WORK TO COMPLETE :: Would you output the entries below only from the line containing "1681,550 L 1681,920" through the line containing "400,323 L 403,0", exactly as they stand and with both ends included?

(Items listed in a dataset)
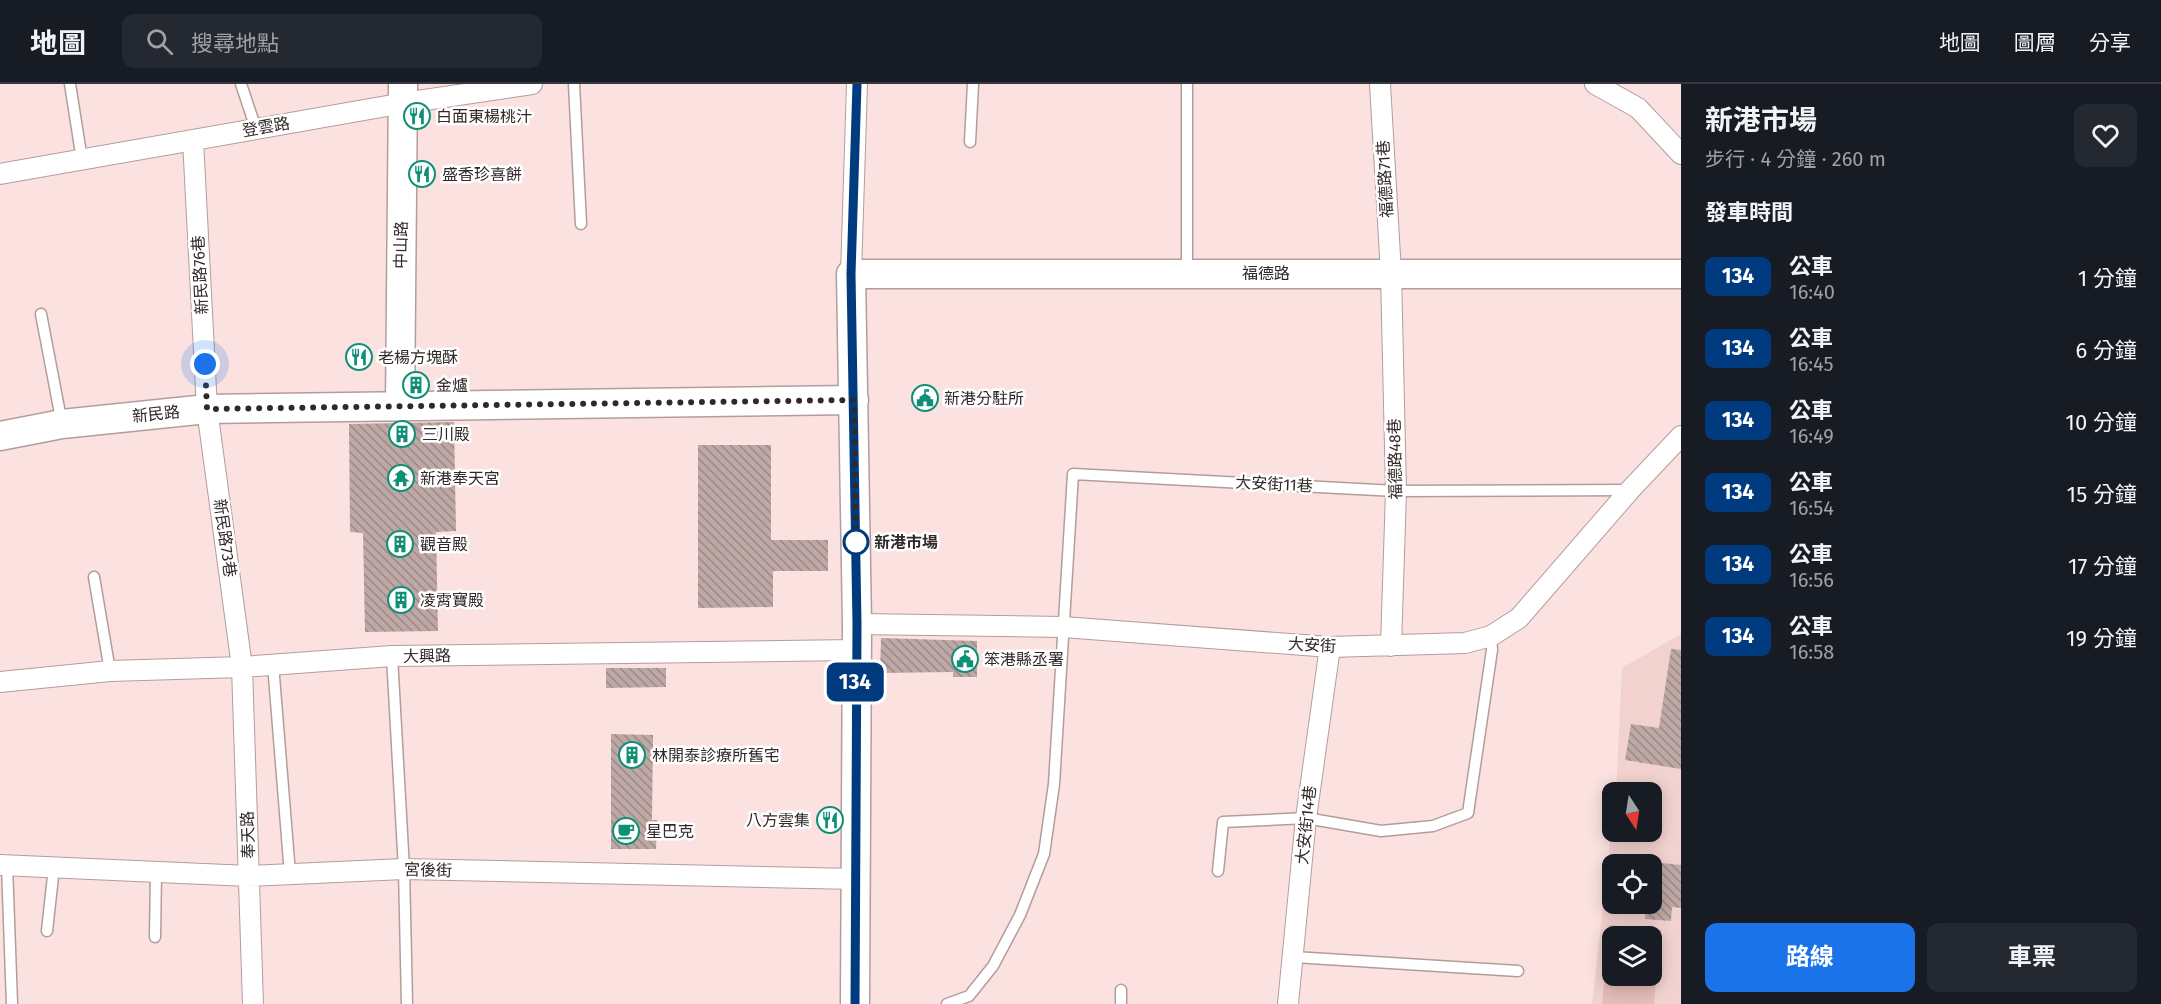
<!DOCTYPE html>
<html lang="zh-TW">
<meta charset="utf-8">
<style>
:root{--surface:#171b24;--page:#242831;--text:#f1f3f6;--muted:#9ea1a6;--line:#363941;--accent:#1a73e8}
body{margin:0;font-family:"Fira Sans","Noto Sans TC",sans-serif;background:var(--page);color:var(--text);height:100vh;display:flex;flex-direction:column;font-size:22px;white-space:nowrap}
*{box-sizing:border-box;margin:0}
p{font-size:20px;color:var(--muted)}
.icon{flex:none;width:33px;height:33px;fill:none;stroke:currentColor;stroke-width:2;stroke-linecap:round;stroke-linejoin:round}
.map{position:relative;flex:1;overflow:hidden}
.drawer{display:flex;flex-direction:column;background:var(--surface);width:480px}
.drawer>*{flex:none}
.badge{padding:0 12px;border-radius:9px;font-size:21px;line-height:39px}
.needle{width:39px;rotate:168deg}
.tools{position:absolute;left:1602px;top:698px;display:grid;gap:12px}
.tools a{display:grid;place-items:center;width:60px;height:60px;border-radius:12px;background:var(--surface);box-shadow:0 3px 15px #0003;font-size:30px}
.you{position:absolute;width:30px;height:30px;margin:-15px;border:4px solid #fff;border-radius:50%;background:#1a73e8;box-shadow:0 0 0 9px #1a73e833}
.map>.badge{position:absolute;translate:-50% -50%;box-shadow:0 0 0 3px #fff}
h2{padding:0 24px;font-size:22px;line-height:54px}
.round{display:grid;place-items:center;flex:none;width:63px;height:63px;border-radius:12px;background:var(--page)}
.summary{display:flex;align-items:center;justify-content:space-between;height:102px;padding:0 24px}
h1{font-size:28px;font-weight:700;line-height:45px}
.button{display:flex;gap:12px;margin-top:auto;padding:12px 24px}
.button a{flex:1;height:69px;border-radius:12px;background:var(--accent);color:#fff;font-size:24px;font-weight:700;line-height:69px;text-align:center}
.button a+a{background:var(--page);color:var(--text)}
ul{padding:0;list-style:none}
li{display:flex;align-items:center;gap:18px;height:72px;padding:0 24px}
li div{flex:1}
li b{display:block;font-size:22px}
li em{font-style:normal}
li .badge{min-width:66px;font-weight:700;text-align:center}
header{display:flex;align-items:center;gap:36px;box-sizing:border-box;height:84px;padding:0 30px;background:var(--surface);border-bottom:2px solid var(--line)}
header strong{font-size:28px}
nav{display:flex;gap:33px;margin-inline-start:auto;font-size:21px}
.search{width:420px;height:54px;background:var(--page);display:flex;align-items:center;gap:15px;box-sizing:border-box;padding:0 21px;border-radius:12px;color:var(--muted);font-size:22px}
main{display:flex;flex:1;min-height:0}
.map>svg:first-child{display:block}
.built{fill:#f1d2cf;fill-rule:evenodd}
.pitch{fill:#e4bcb8;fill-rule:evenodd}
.building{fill:url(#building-back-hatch)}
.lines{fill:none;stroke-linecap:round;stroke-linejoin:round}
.lane-casing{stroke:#b39d9b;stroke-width:13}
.street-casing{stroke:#b39d9b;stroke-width:22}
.secondary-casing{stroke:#b39d9b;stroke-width:31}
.lane{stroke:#fff;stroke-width:10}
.street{stroke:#fff;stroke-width:20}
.secondary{stroke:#fff;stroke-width:28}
.line-casing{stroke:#fff;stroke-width:14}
.line{stroke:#003b80;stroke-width:9}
.walk{stroke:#312828;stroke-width:6;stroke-dasharray:0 10.8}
.stop-dot{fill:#fff;stroke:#003b80;stroke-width:3}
.labels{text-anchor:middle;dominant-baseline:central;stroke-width:5;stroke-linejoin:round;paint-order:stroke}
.poi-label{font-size:16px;fill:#312828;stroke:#fff;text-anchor:start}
.street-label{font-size:16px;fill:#312828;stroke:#fff}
.stop-label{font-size:16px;font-weight:bold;fill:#312828;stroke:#fff;text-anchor:start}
</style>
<header>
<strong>地圖</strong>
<div class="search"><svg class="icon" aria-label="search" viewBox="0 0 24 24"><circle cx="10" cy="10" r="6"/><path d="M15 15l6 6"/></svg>搜尋地點</div>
<nav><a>地圖</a><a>圖層</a><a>分享</a></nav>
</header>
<main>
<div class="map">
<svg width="1681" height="920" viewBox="0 0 1681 920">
<defs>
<pattern id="building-back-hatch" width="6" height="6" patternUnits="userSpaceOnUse" patternTransform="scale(1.5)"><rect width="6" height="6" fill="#bea8a5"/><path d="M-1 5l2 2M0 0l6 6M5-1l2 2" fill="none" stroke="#9b8986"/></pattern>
</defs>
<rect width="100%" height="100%" fill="#fbe2e0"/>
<!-- built -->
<path class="built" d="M 1681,550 L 1681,920 L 1592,920 L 1612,741 L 1612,747 L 1652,747 L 1652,708 L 1616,708 L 1622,584 ZM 1612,780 L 1652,780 L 1652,819 L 1612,819 ZM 1612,852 L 1652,852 L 1652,891 L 1612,891 Z"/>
<!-- pitch -->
<path class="pitch" d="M 1609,841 L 1661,846 L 1654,920 L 1602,920 ZM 1612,852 L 1652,852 L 1652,891 L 1612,891 Z"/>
<!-- building -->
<path class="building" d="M 454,338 L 456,447 L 436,448 L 438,547 L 365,548 L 363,449 L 350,448 L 349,340 Z
M 698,361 L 771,361 L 771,456 L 828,456 L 828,487 L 773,487 L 773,523 L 698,524 Z
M 881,554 L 977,557 L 977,593 L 953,593 L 953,588 L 880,589 Z
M 1671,565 L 1681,566 L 1681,685 L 1625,676 L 1631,640 L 1659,644 Z
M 606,584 L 666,584 L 666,603 L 606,604 Z
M 611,650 L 653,651 L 652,736 L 657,736 L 656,765 L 611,765 Z
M 1652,778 L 1681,781 L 1681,824 L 1672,823 L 1671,837 L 1645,835 L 1646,819 L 1652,819 Z"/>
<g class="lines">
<defs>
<path id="lane" d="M 70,0 L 82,76
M 241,0 L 256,45
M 574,0 L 581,140
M 970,58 L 973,0
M 1187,188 L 1187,0
M 41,230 L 62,340
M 94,493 L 110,587
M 392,572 L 404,785 L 407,920
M 273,580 L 290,790
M 7,781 L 12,920
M 1218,787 L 1223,738 L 1306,734 L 1381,747 L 1433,742 L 1468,729 L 1492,566 L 1491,552
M 47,847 L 54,783
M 155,853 L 156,788
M 1294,873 L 1518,887
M 947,920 L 969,912 L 993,882 L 1020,831 L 1044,770 L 1054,700 L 1073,390 L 1396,407 L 1629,406
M 1121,920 L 1121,906"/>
<path id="street" d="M 1380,0 L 1391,189 L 1396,407 L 1391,562
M 1595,0 L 1638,24 L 1681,70
M 193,56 L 207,325 L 242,583 L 253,920
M 0,90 L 404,19 L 532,0
M 851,190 L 857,0
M 857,540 L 1063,543 L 1330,563 L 1465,559 L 1491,552 L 1519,534 L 1630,406 L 1681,352
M 0,598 L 110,587 L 242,583 L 392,572 L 856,566
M 0,781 L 249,792 L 404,785 L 856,795
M 1288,920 L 1306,734 L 1330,563"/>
<path id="secondary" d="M 400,323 L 403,0
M 0,352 L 62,340 L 207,325 L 854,316
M 855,920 L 857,540 L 851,190 L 1681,190"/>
</defs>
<!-- lane casing -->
<use href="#lane" class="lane-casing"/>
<!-- street casing -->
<use href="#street" class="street-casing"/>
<!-- secondary casing -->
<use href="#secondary" class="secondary-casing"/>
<!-- lane -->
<use href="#lane" class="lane"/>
<!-- street -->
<use href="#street" class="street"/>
<!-- secondary -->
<use href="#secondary" class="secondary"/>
</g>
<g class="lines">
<defs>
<path id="line" d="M 855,920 L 857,540 L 851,190 L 857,0"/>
</defs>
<!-- line casing -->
<use href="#line" class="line-casing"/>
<!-- line -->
<use href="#line" class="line"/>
<!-- walk -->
<path class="walk" d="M 205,280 L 207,325 L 854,316 L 856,458"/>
</g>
<!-- icons -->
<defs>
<symbol id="restaurant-ring" viewBox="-11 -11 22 22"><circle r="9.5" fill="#fff" stroke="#0e8f76" stroke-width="1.5"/><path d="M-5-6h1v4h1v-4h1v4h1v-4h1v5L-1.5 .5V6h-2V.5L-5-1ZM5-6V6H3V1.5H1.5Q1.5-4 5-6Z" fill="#0e8f76"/></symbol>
<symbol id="building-ring" viewBox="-11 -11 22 22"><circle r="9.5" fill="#fff" stroke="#0e8f76" stroke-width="1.5"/><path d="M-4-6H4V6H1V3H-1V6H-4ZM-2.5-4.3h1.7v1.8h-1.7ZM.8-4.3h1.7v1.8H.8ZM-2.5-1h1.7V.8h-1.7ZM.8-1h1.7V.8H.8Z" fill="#0e8f76"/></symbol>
<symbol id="civic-ring" viewBox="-11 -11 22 22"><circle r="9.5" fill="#fff" stroke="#0e8f76" stroke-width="1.5"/><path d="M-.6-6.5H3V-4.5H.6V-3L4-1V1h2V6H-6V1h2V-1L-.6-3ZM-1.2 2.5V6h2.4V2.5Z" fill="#0e8f76"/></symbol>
<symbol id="temple-ring" viewBox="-11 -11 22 22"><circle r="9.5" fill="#fff" stroke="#0e8f76" stroke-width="1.5"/><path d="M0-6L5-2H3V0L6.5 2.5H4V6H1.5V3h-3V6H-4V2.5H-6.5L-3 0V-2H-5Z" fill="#0e8f76"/></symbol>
<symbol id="cafe-ring" viewBox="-11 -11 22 22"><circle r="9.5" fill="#fff" stroke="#0e8f76" stroke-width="1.5"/><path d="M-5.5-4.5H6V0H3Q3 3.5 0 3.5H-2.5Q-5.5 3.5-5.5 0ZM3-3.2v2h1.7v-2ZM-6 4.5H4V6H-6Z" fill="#0e8f76"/></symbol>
</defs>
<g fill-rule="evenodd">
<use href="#restaurant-ring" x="402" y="17" width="30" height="30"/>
<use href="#restaurant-ring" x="407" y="75" width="30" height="30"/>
<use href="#restaurant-ring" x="344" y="258" width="30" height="30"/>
<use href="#building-ring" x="401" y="286" width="30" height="30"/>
<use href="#civic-ring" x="910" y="299" width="30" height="30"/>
<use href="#building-ring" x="387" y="335" width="30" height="30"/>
<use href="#temple-ring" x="386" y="379" width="30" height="30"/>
<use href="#building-ring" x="385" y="445" width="30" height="30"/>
<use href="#building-ring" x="386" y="501" width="30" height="30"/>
<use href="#civic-ring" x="950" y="560" width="30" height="30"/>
<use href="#building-ring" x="617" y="656" width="30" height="30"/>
<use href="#restaurant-ring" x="815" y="721" width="30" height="30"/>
<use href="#cafe-ring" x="611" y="732" width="30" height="30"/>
</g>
<!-- markers -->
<circle class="stop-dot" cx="856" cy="458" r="12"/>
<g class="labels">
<!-- poi labels -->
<g class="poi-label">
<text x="436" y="32">白面東楊桃汁</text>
<text x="442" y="90">盛香珍喜餅</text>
<text x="378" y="273">老楊方塊酥</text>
<text x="436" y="301">金爐</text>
<text x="944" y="314">新港分駐所</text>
<text x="422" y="350">三川殿</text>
<text x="420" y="394">新港奉天宮</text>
<text x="420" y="460">觀音殿</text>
<text x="420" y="516">凌霄寶殿</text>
<text x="984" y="575">笨港縣丞署</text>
<text x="652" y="671">林開泰診療所舊宅</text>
<text x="810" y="736" text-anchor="end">八方雲集</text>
<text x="646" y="747">星巴克</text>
</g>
<!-- street labels -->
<g class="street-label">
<text transform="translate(266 43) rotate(-10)">登雲路</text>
<text transform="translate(1385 95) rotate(-93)">福德路71巷</text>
<text transform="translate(401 161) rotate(-89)">中山路</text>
<text x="1266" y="189">福德路</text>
<text transform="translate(200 191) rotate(-93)">新民路76巷</text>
<text transform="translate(156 330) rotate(-6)">新民路</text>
<text transform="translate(1395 375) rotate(-91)">福德路48巷</text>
<text transform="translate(1274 400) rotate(3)">大安街11巷</text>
<text transform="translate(225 454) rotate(82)">新民路73巷</text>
<text transform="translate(1312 561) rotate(3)">大安街</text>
<text transform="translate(427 572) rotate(-1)">大興路</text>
<text transform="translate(1306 741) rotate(-84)">大安街14巷</text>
<text transform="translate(248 751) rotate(-92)">奉天路</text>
<text transform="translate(428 786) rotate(1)">宮後街</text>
</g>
<!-- stop labels -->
<g class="stop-label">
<text x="874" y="458">新港市場</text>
</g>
</g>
</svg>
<div class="tools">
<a><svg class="needle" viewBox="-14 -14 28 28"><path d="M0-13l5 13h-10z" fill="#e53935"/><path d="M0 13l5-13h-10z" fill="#9ea1a6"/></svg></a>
<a><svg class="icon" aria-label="locate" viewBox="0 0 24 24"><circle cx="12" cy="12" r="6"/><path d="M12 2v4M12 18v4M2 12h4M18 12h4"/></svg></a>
<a><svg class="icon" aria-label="layers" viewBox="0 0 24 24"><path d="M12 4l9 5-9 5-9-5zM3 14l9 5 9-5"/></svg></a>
</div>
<div class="you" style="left:205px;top:280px"></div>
<b class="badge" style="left:855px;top:598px;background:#003b80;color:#fff">134</b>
</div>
<section class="drawer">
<div class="summary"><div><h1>新港市場</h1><p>步行 · 4 分鐘 · 260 m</p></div><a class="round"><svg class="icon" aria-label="heart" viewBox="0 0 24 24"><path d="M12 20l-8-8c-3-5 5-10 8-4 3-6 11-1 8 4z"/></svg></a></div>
<h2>發車時間</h2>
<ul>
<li><span class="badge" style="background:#003b80;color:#fff">134</span><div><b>公車</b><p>16:40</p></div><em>1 分鐘</em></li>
<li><span class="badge" style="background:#003b80;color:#fff">134</span><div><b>公車</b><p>16:45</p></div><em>6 分鐘</em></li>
<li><span class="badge" style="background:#003b80;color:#fff">134</span><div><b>公車</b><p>16:49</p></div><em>10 分鐘</em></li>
<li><span class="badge" style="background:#003b80;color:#fff">134</span><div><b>公車</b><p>16:54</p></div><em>15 分鐘</em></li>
<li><span class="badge" style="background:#003b80;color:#fff">134</span><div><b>公車</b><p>16:56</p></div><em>17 分鐘</em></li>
<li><span class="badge" style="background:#003b80;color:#fff">134</span><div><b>公車</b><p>16:58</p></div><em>19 分鐘</em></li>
</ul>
<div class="button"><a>路線</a><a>車票</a></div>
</section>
</main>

WORKED SOLUTION ::
<path class="built" d="M 1681,550 L 1681,920 L 1592,920 L 1612,741 L 1612,747 L 1652,747 L 1652,708 L 1616,708 L 1622,584 ZM 1612,780 L 1652,780 L 1652,819 L 1612,819 ZM 1612,852 L 1652,852 L 1652,891 L 1612,891 Z"/>
<!-- pitch -->
<path class="pitch" d="M 1609,841 L 1661,846 L 1654,920 L 1602,920 ZM 1612,852 L 1652,852 L 1652,891 L 1612,891 Z"/>
<!-- building -->
<path class="building" d="M 454,338 L 456,447 L 436,448 L 438,547 L 365,548 L 363,449 L 350,448 L 349,340 Z
M 698,361 L 771,361 L 771,456 L 828,456 L 828,487 L 773,487 L 773,523 L 698,524 Z
M 881,554 L 977,557 L 977,593 L 953,593 L 953,588 L 880,589 Z
M 1671,565 L 1681,566 L 1681,685 L 1625,676 L 1631,640 L 1659,644 Z
M 606,584 L 666,584 L 666,603 L 606,604 Z
M 611,650 L 653,651 L 652,736 L 657,736 L 656,765 L 611,765 Z
M 1652,778 L 1681,781 L 1681,824 L 1672,823 L 1671,837 L 1645,835 L 1646,819 L 1652,819 Z"/>
<g class="lines">
<defs>
<path id="lane" d="M 70,0 L 82,76
M 241,0 L 256,45
M 574,0 L 581,140
M 970,58 L 973,0
M 1187,188 L 1187,0
M 41,230 L 62,340
M 94,493 L 110,587
M 392,572 L 404,785 L 407,920
M 273,580 L 290,790
M 7,781 L 12,920
M 1218,787 L 1223,738 L 1306,734 L 1381,747 L 1433,742 L 1468,729 L 1492,566 L 1491,552
M 47,847 L 54,783
M 155,853 L 156,788
M 1294,873 L 1518,887
M 947,920 L 969,912 L 993,882 L 1020,831 L 1044,770 L 1054,700 L 1073,390 L 1396,407 L 1629,406
M 1121,920 L 1121,906"/>
<path id="street" d="M 1380,0 L 1391,189 L 1396,407 L 1391,562
M 1595,0 L 1638,24 L 1681,70
M 193,56 L 207,325 L 242,583 L 253,920
M 0,90 L 404,19 L 532,0
M 851,190 L 857,0
M 857,540 L 1063,543 L 1330,563 L 1465,559 L 1491,552 L 1519,534 L 1630,406 L 1681,352
M 0,598 L 110,587 L 242,583 L 392,572 L 856,566
M 0,781 L 249,792 L 404,785 L 856,795
M 1288,920 L 1306,734 L 1330,563"/>
<path id="secondary" d="M 400,323 L 403,0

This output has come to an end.